True SAE eat black hair algae. Only problem is they get rather large full grown.


----------



## Ras (Nov 7, 2013)

any other cure for hair algae? this type of stuff 








maybe raising or lowering a certain fert or amount of light? I was thiinking pleco's might like it, since they seem to eat just about anything else, or maybe mystery snails 
the small ramshorns/pondsnails I have and otos seem to keep the grey looking brush or beard algae under control, but not the green stuff

and do ramshorns eat spot algae?

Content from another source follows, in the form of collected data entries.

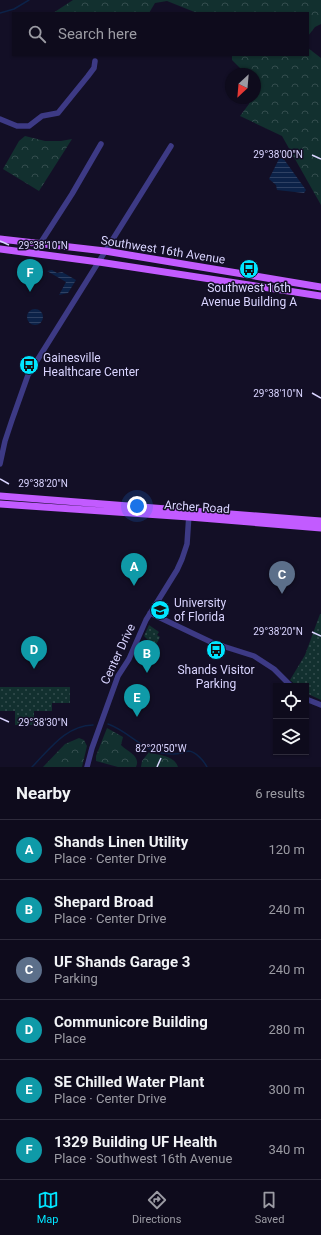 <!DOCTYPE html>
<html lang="en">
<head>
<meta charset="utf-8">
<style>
  :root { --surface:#0e0b1c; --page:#171425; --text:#f1f3f6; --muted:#9b9ba3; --line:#2e2b3b; --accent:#00e5ff }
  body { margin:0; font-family:Roboto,sans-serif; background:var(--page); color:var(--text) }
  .controls { position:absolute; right:12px; bottom:12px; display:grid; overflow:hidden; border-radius:0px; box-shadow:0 1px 3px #0004 }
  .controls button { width:36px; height:36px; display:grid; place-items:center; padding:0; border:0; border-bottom:1px solid var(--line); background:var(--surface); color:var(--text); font:20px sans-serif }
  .compass { position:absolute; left:225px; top:68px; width:36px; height:36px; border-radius:50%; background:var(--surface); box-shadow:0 1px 3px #0004; rotate:206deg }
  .you { position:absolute; left:137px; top:506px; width:14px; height:14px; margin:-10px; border:3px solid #fff; border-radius:50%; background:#1a73e8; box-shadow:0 0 0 6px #1a73e833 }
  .badge { display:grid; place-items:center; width:26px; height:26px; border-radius:50%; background:var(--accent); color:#fff; font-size:13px; font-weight:700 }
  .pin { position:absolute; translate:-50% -33px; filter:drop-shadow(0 1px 2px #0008) }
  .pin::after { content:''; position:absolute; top:21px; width:14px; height:12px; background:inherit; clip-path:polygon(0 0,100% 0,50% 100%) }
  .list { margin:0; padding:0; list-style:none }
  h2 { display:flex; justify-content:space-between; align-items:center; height:52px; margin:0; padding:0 16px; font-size:17px }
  h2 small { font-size:13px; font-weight:400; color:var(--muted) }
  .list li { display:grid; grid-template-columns:26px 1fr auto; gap:12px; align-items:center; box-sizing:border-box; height:60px; padding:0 16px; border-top:1px solid var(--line) }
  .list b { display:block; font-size:15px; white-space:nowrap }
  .list p { margin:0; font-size:13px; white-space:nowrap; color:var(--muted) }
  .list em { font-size:13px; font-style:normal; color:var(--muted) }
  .icon { flex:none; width:22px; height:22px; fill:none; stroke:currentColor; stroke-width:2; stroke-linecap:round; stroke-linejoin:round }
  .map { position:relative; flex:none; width:321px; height:767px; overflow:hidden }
  .search { position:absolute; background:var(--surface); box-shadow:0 1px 3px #0004; left:12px; right:12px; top:12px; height:44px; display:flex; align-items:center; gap:10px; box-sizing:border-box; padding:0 14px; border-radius:0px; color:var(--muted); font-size:15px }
  .sheet { height:412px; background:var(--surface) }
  nav { display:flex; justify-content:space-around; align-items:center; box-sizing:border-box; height:56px; border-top:1px solid var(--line); background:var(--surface); font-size:11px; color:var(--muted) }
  nav a { display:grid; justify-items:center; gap:2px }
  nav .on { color:var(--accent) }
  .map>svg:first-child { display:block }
  .green { fill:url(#green-dots) }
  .forest { fill:url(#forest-crowns) }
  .water { fill:url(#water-rules) }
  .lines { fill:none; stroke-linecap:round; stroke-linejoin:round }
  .stream { stroke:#0c2248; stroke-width:1.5 }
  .minor { stroke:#3d3a85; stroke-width:5.5 }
  .major { stroke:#c25bff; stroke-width:7 }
  .ticks { fill:none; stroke:#d9d4ff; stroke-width:1.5 }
  .labels { text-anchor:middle; stroke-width:3; stroke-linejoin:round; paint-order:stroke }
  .street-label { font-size:12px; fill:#d9d4ff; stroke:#130f26 }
  .poi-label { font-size:12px; fill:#d9d4ff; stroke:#130f26 }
  .ticks-label { font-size:10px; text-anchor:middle; fill:#d9d4ff; stroke:#130f26; stroke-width:3; stroke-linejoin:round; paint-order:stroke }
</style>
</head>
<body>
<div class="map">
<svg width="321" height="767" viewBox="0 0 321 767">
  <defs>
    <pattern id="green-dots" width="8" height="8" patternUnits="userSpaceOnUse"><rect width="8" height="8" fill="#12302f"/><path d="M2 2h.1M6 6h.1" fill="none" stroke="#344d4e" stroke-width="1.8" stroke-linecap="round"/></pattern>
    <pattern id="forest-crowns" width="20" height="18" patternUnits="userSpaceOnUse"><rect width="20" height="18" fill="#12302f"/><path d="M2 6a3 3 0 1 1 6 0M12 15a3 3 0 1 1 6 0" fill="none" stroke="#344d4e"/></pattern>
    <pattern id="water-rules" width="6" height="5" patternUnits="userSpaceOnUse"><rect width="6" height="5" fill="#0c2248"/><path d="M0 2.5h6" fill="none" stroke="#2f4163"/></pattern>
  </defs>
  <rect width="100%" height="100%" fill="#130f26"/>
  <path class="green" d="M320,614H321V700L306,693V686H297L290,680L305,655Z
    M149,625L159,632L157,635L160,637L157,643L154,646L144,636Z
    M0,687H70V703H52V711H34V725H15V711H0Z"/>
  <path class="forest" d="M73,0H321V24L315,27L308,36V13H197L167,1L155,3L149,13H53Z
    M308,48L321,58V205L282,136L240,116L249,104L251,98H255V74H246L232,60V55H308Z
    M25,136L45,141H61L72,139L39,191L3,169L19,141Z
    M107,728L123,737L121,745C128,752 141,756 136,767H118L96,761V756Z
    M79,738L84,740L87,746L82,767H43L65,744Z
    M149,752C160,756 174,755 178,767H141L142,761Z"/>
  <path class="water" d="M283,158L306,190L304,193L277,190L276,185L269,179L279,159Z
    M52,270L57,273L62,272L76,280L68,293L59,295L66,282L47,271Z
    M27 317a8 8 0 1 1 16 0a8 8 0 1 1-16 0Z"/>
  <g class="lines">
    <path class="stream" d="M0,13L14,9L29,0
      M108,724C128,731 141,749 162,753C168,754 175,755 181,753C184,753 186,751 189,751C196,752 204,761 207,767
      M32,767C50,749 65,726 93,725"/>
    <path class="minor" d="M0,119L17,126H29L42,116L58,113L88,76L94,68L95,61
      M34,253L72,194L101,144
      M0,464L5,441L12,420L28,375L171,146
      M150,613L213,643L254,656L274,669L291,686
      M306,699L321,705
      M87,767L92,748L118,676L129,659L146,620L177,570L182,559L187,544L189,514"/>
    <path class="major" d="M0,239L105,251L321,287
      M0,249L99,262L321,296
      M0,496L321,521
      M0,504L189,517L321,528"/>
  </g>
  <path class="ticks" d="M312,155L321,159M0,241L9,245M312,393L321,398M0,479L9,484M312,632L321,636M0,718L9,722M157,767L161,758"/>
  <defs>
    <symbol id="bus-disc" viewBox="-11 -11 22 22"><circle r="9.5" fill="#00e5ff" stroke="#130f26"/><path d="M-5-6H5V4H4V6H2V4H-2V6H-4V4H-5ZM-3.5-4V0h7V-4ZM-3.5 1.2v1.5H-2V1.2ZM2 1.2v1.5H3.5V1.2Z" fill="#111"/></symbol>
    <symbol id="university-disc" viewBox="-11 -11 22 22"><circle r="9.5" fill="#00e5ff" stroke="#130f26"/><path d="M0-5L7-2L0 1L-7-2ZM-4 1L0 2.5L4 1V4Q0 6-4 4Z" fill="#111"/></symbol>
  </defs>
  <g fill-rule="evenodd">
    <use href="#bus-disc" x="238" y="258" width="22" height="22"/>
    <use href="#bus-disc" x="18" y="354" width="22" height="22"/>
    <use href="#university-disc" x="149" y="599" width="22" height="22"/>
    <use href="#bus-disc" x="205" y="639" width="22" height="22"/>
  </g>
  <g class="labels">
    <g class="street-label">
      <text transform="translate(163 250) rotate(9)" y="4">Southwest 16th Avenue</text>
      <text transform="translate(197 507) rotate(4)" y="4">Archer Road</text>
      <text transform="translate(118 654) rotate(-65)" y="4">Center Drive</text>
    </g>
    <g class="poi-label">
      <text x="249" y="292">Southwest 16th<tspan x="249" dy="14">Avenue Building A</tspan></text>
      <text x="43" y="362" text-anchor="start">Gainesville<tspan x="43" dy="14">Healthcare Center</tspan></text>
      <text x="174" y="607" text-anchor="start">University<tspan x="174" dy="14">of Florida</tspan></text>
      <text x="216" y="674">Shands Visitor<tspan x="216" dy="14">Parking</tspan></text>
    </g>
  </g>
  <g class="ticks-label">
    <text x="278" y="158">29°38'00"N</text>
    <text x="43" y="249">29°38'10"N</text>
    <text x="278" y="397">29°38'10"N</text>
    <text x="43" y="487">29°38'20"N</text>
    <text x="278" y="635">29°38'20"N</text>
    <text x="43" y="726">29°38'30"N</text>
    <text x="161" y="752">82°20'50"W</text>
  </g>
</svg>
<div class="controls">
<button><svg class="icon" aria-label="locate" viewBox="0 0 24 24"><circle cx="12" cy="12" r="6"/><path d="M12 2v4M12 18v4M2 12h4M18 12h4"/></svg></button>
<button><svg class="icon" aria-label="layers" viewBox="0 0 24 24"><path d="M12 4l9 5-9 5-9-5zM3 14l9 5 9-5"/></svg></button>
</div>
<svg class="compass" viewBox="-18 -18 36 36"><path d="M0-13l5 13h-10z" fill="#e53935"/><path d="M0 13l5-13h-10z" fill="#9b9ba3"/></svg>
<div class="you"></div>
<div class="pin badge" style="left:134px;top:586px;background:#0f9aa8">A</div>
<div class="pin badge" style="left:147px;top:673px;background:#0f9aa8">B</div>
<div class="pin badge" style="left:282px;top:594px;background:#5c6f8a">C</div>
<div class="pin badge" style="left:34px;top:669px;background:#0f9aa8">D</div>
<div class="pin badge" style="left:137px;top:717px;background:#0f9aa8">E</div>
<div class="pin badge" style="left:30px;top:292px;background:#0f9aa8">F</div>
<div class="search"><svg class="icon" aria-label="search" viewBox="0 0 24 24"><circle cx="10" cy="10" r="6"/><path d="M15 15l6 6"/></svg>Search here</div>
</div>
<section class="sheet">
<h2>Nearby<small>6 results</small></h2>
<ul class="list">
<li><span class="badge" style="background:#0f9aa8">A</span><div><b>Shands Linen Utility</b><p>Place · Center Drive</p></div><em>120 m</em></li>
<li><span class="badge" style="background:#0f9aa8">B</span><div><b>Shepard Broad</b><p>Place · Center Drive</p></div><em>240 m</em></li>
<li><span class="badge" style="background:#5c6f8a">C</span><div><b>UF Shands Garage 3</b><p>Parking</p></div><em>240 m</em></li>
<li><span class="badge" style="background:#0f9aa8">D</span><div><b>Communicore Building</b><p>Place</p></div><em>280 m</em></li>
<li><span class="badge" style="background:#0f9aa8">E</span><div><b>SE Chilled Water Plant</b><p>Place · Center Drive</p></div><em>300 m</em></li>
<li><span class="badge" style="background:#0f9aa8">F</span><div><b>1329 Building UF Health</b><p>Place · Southwest 16th Avenue</p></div><em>340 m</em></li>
</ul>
</section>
<nav>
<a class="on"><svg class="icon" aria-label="map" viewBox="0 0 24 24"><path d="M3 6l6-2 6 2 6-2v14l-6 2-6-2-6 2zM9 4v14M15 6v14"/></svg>Map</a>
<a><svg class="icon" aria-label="directions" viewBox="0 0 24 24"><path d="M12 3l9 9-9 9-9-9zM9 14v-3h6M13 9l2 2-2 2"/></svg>Directions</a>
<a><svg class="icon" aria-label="saved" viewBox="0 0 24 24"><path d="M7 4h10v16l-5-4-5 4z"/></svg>Saved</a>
</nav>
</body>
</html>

I have a few baby ramshorns/pondsnails in the tank that were stowaways but they are extremely small and if they are eating the spot algae I cant tell, I was wondering if the adults would 
they havent eaten any of my plants yet but I think its cuz they are fed well


----------



## xavinovic (May 30, 2012)

I was not able to see the picture, but if it's the same hair algae I had if you do a complete black out. This being said cover your tank with foil and cut the light out for several days or maybe 2 weeks it will go away. I had my tank like this for 2-3 weeks and it work perfectly.


----------



## nyxkitten (Jul 24, 2012)

algaefix worked for me on the hair algae I had. But supposedly it kills snails and shrimp so watch out for that.


----------



## wicca27 (May 3, 2009)

true sae will also get mean as they get older and dont eat algae once they get bigger. the main thing you want to do is test your water. if you have algae issues then there is something going on with the water chemistry.


----------



## inthepacific (Oct 21, 2012)

SAE get too huge and fat and will stop eating algae if you feed the tank anything else. so basically they'll eat algae if there isn't anything else to eat. Amano shrimp will eat it as well as nerite snails.


----------



## jimmyjam (Dec 25, 2008)

amanos is where its at


----------



## thelub (Jan 4, 2013)

Sae don't get mean as they mature. Those are cae. We have several true sae at the shop that are 5+ inches and are docile and still eat algae. We put them in different ta ks that experience bba outbreaks from time to time.


----------